Probability and Statistics
Box and Whisker Plots
A box and whisker plot for a list of numbers is a picture built on a number line that uses five numbers: the lowest and highest values in the list, and the quartiles Q1, Q2, Q3. Try not to shave for two days before attempting one of these plots, since we'll need your whiskers to be nice and pronounced.
The picture will usually look something like this: a box with a line down the center, and two "whiskers." Oh. That's where it comes from.
There are five vertical lines in a box and whisker plot. These vertical lines correspond to the five numbers we mentioned above:
Having a scale is important so we can put the vertical lines in the right places. It's also important for helping us determine whether this "fruit and nut diet" is working.

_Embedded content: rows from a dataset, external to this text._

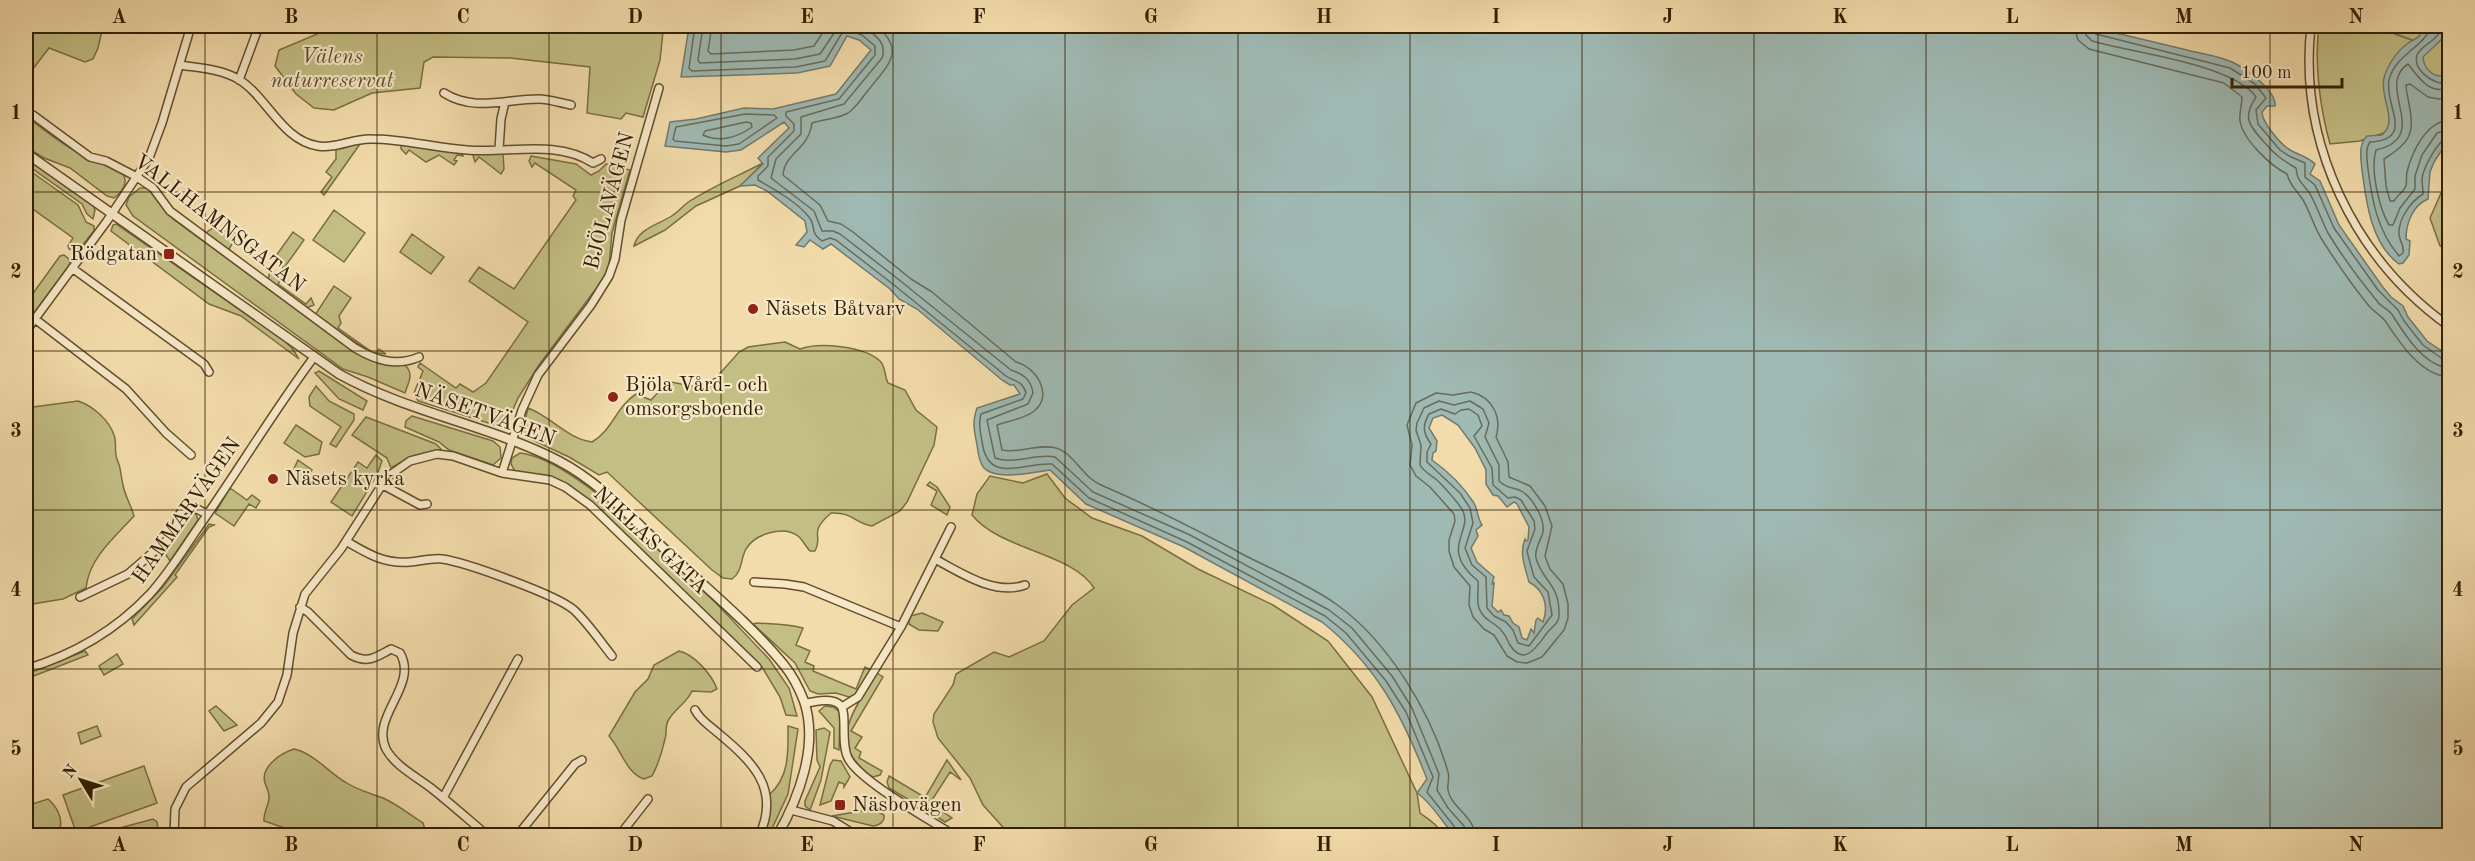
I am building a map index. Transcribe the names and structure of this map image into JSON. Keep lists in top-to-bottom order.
{
  "streets": {
    "street": [
      "BJÖLAVÄGEN",
      "VALLHAMNSGATAN",
      "NÄSETVÄGEN",
      "HAMMARVÄGEN",
      "NIKLAS GATA"
    ]
  },
  "crossings": [
    ["BJÖLAVÄGEN", "NÄSETVÄGEN"],
    ["BJÖLAVÄGEN", "NIKLAS GATA"],
    ["NÄSETVÄGEN", "HAMMARVÄGEN"]
  ],
  "parks": ["Välens naturreservat"],
  "places": {
    "transit": ["Rödgatan", "Näsbovägen"],
    "other": ["Näsets Båtvarv", "Bjöla Vård- och omsorgsboende", "Näsets kyrka"]
  },
  "scale_bar": "100 m",
  "north": "top left",
  "grid": {
    "columns": [
      "A",
      "B",
      "C",
      "D",
      "E",
      "F",
      "G",
      "H",
      "I",
      "J",
      "K",
      "L",
      "M",
      "N"
    ],
    "rows": [
      "1",
      "2",
      "3",
      "4",
      "5"
    ]
  }
}
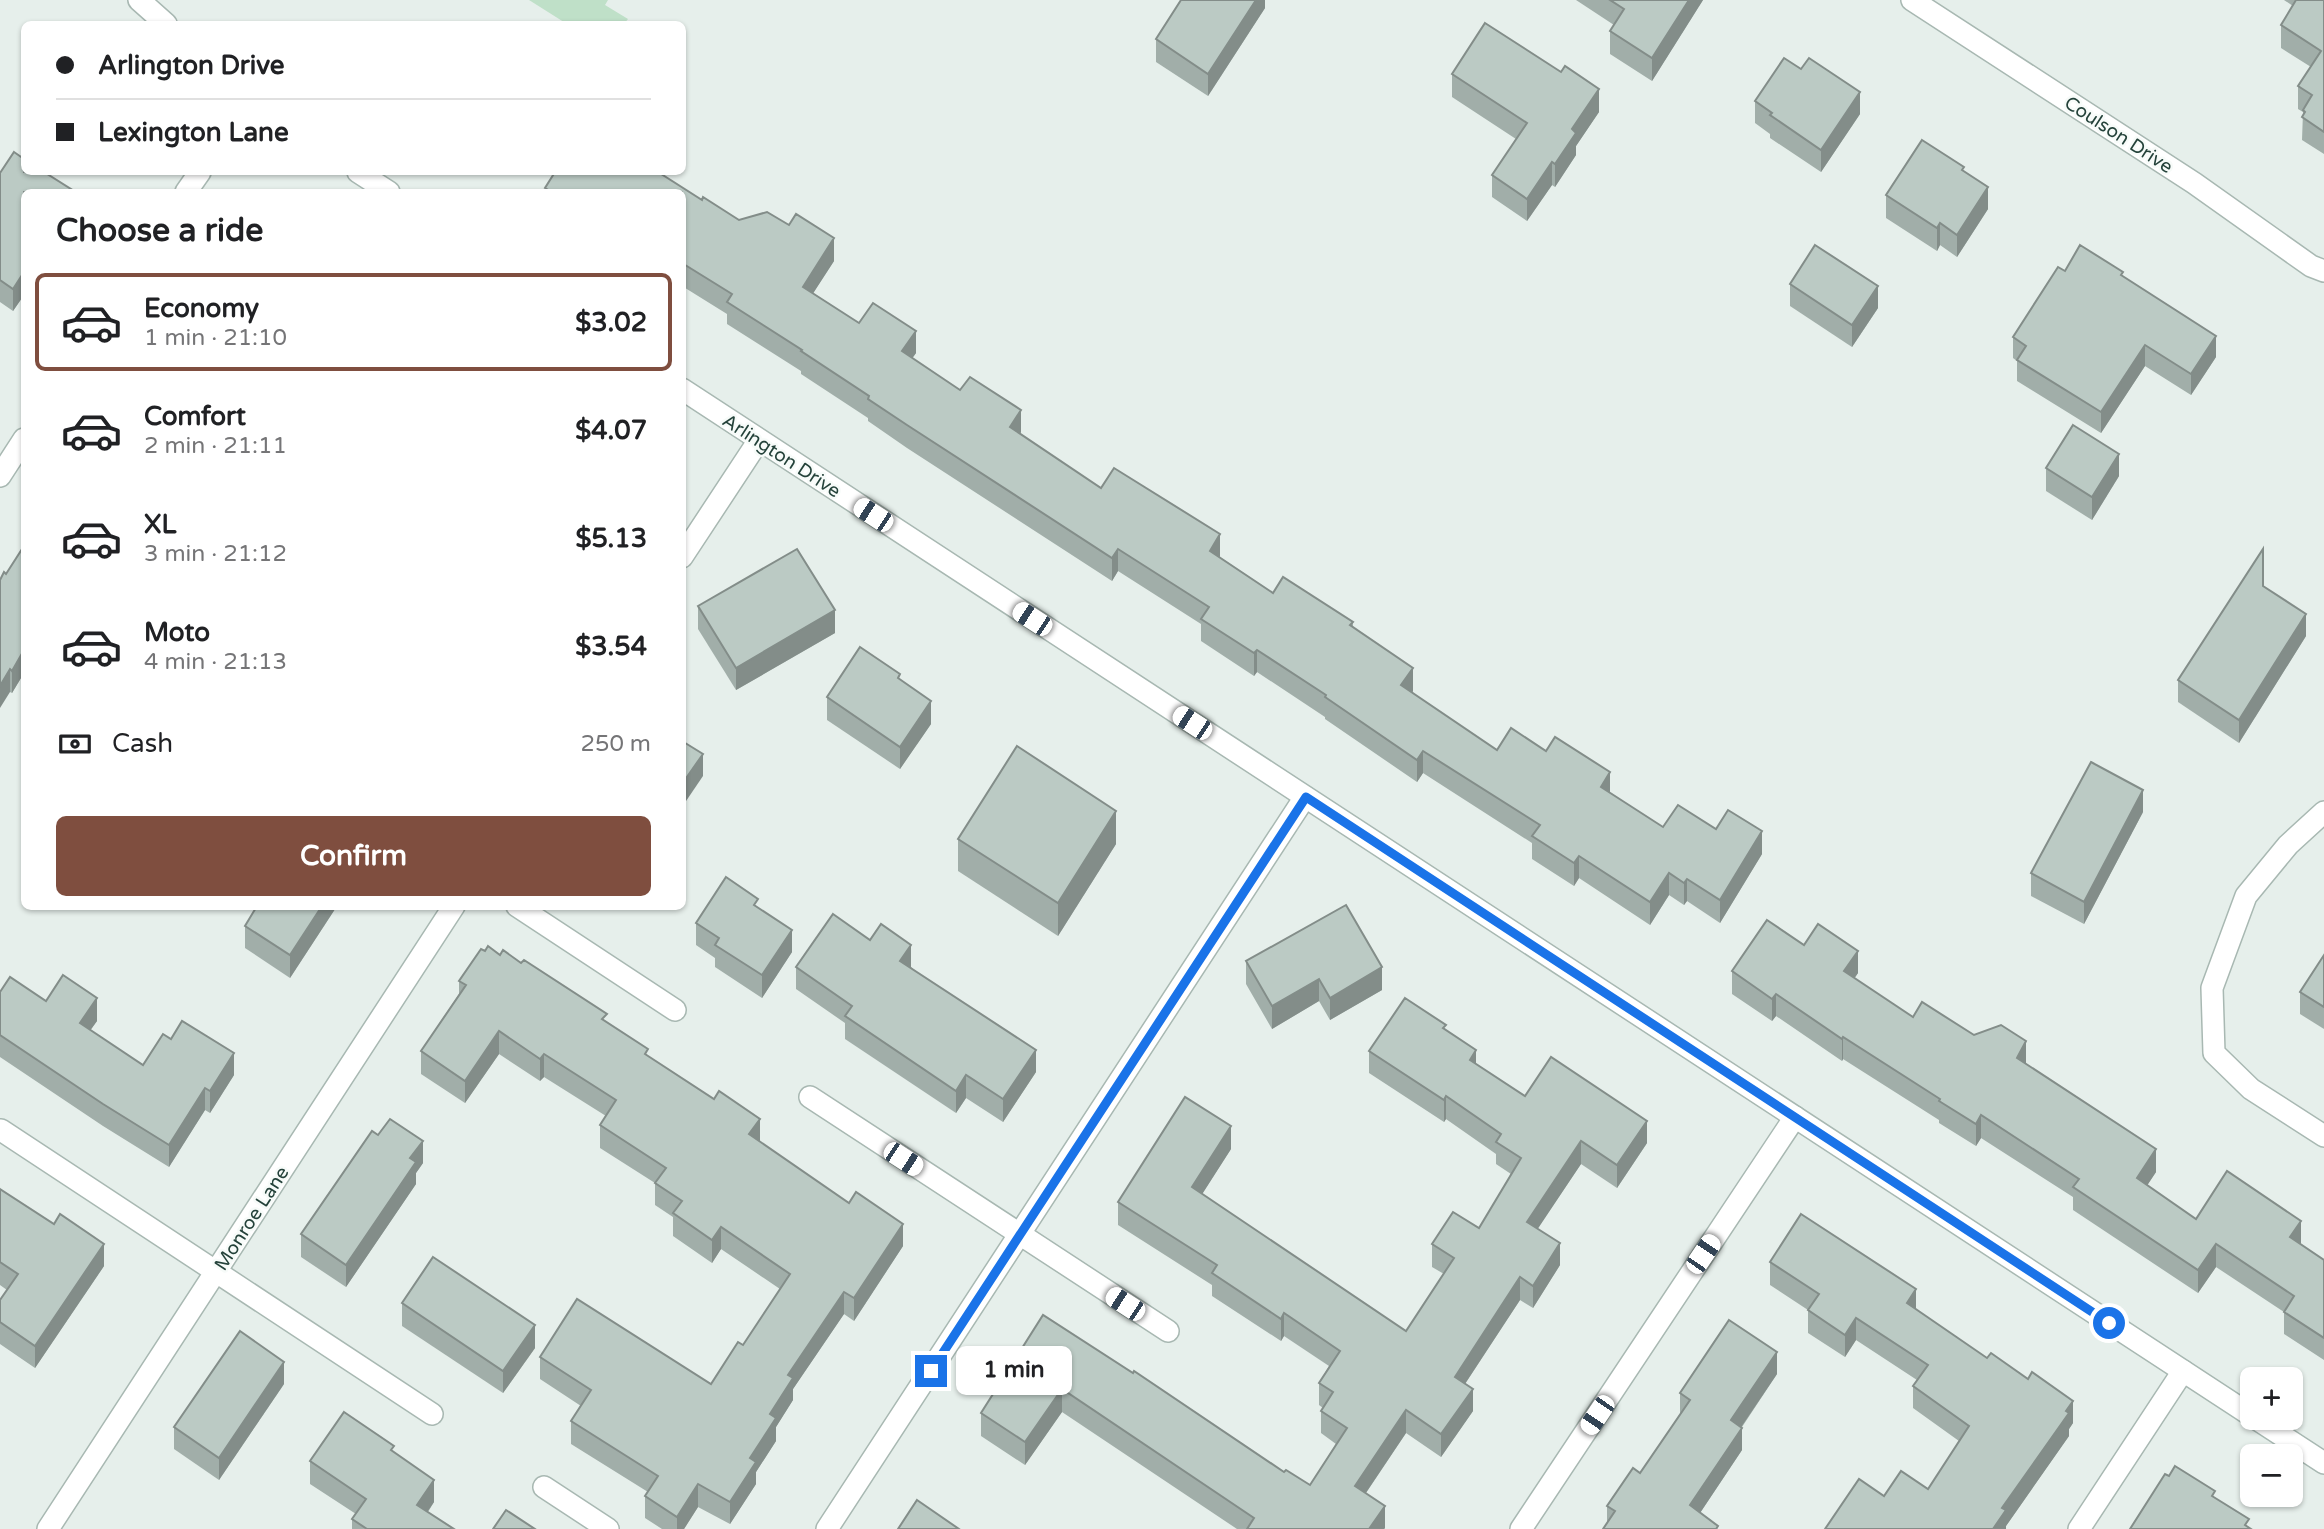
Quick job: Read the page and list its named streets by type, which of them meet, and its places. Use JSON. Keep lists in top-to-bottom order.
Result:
{
  "streets": {
    "street": ["Coulson Drive", "Arlington Drive", "Monroe Lane"]
  },
  "page": {
    "banner": ["Arlington Drive", "Lexington Lane"],
    "heading": "Choose a ride",
    "list": [
      {
        "name": "Economy",
        "note": "1 min · 21:10",
        "value": "$3.02"
      },
      {
        "name": "Comfort",
        "note": "2 min · 21:11",
        "value": "$4.07"
      },
      {
        "name": "XL",
        "note": "3 min · 21:12",
        "value": "$5.13"
      },
      {
        "name": "Moto",
        "note": "4 min · 21:13",
        "value": "$3.54"
      }
    ],
    "pay": ["Cash", "250 m"],
    "buttons": "Confirm",
    "bubble": "1 min",
    "map_buttons": ["+", "−"]
  }
}
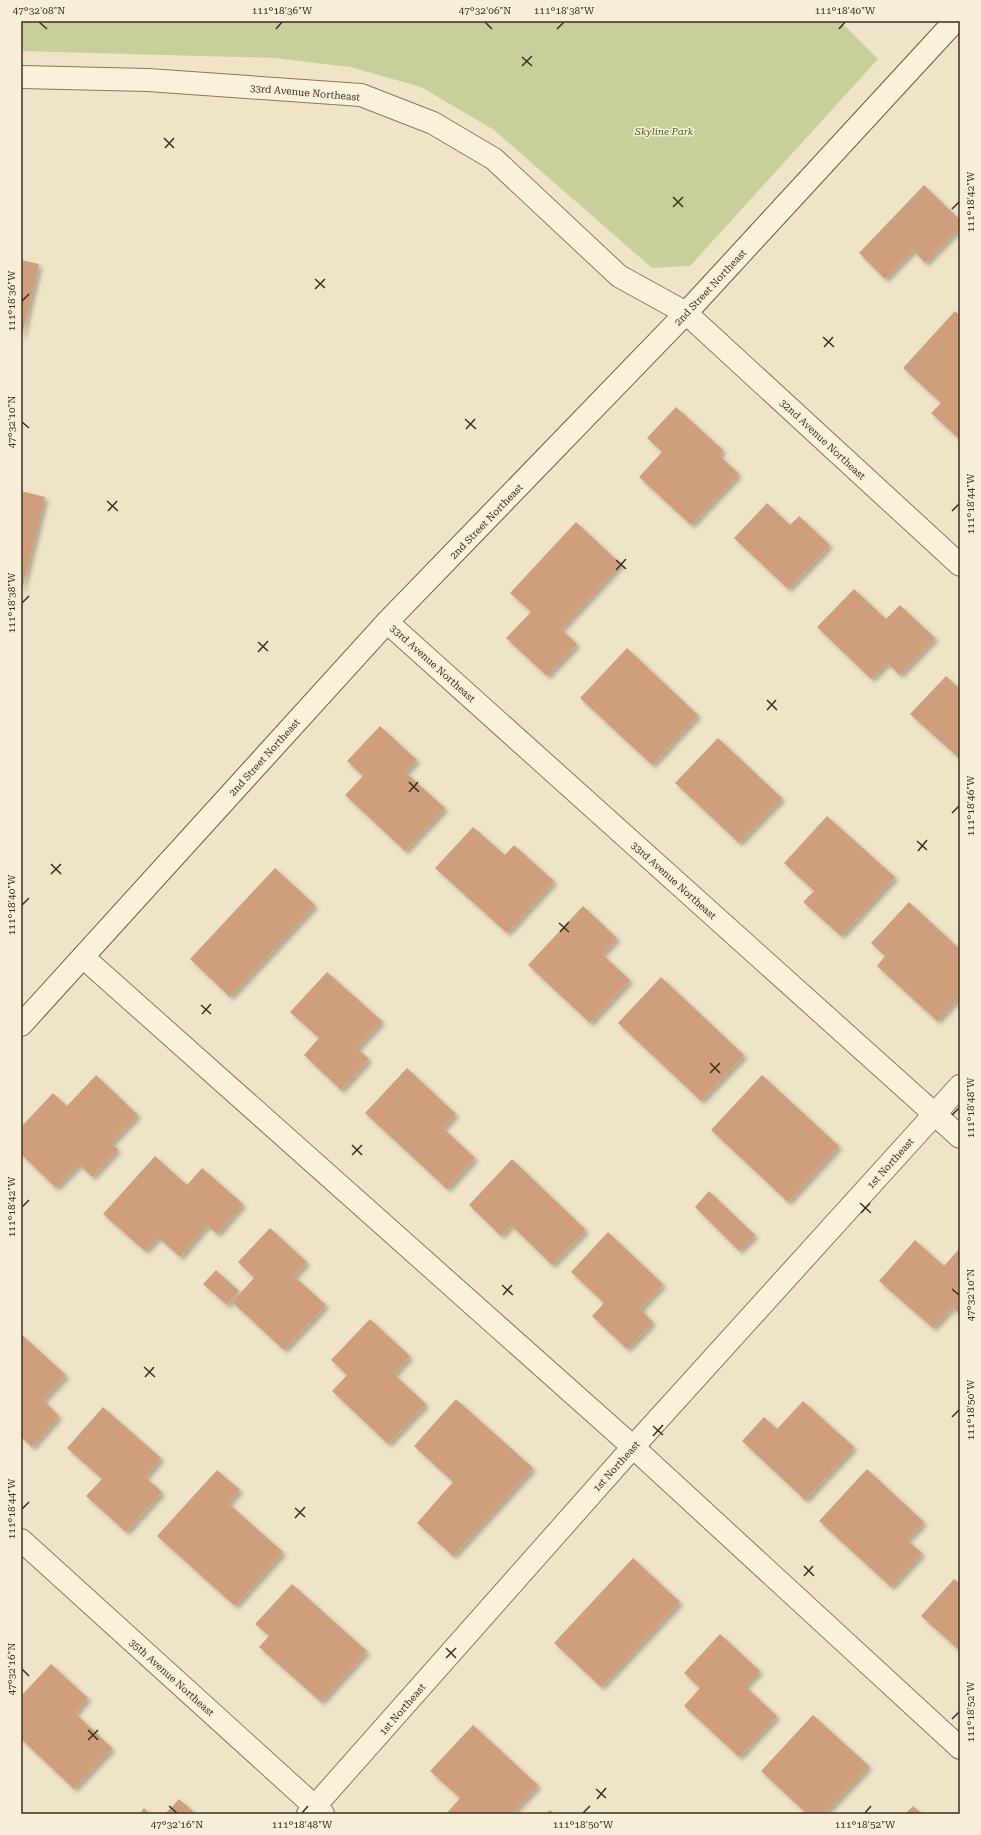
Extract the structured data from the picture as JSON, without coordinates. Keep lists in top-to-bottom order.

The best way to get used to these pictures is to go ahead and build some. It's doodle time.
Draw a box and whisker plot for the following data:
10, 11, 12, 15, 15, 16
This list is already in order, so we don't need to reorder it. The lowest value is 10, the highest value is 16, and the quartiles are
Q1 = 11
Q2 = 13.5
Q3 = 15.
We'll start the box-and-whisker plot with a scale. The scale needs to go at least from 10 to 16 (since those are our lowest and highest data values), and we'll mark off increments of 0.5 since one of our numbers (Q2) is 13.5. It's all about the halves and the half-nots.
Next we find the lowest and highest values and the quartiles on the number line, and draw vertical lines above each:
We connect the lines above the quartiles with a box:
and finally draw the whiskers to the outermost lines:
Box and whisker plots give a visual idea of "where the data is." Half the numbers fall within the box, and half the numbers fall outside the box.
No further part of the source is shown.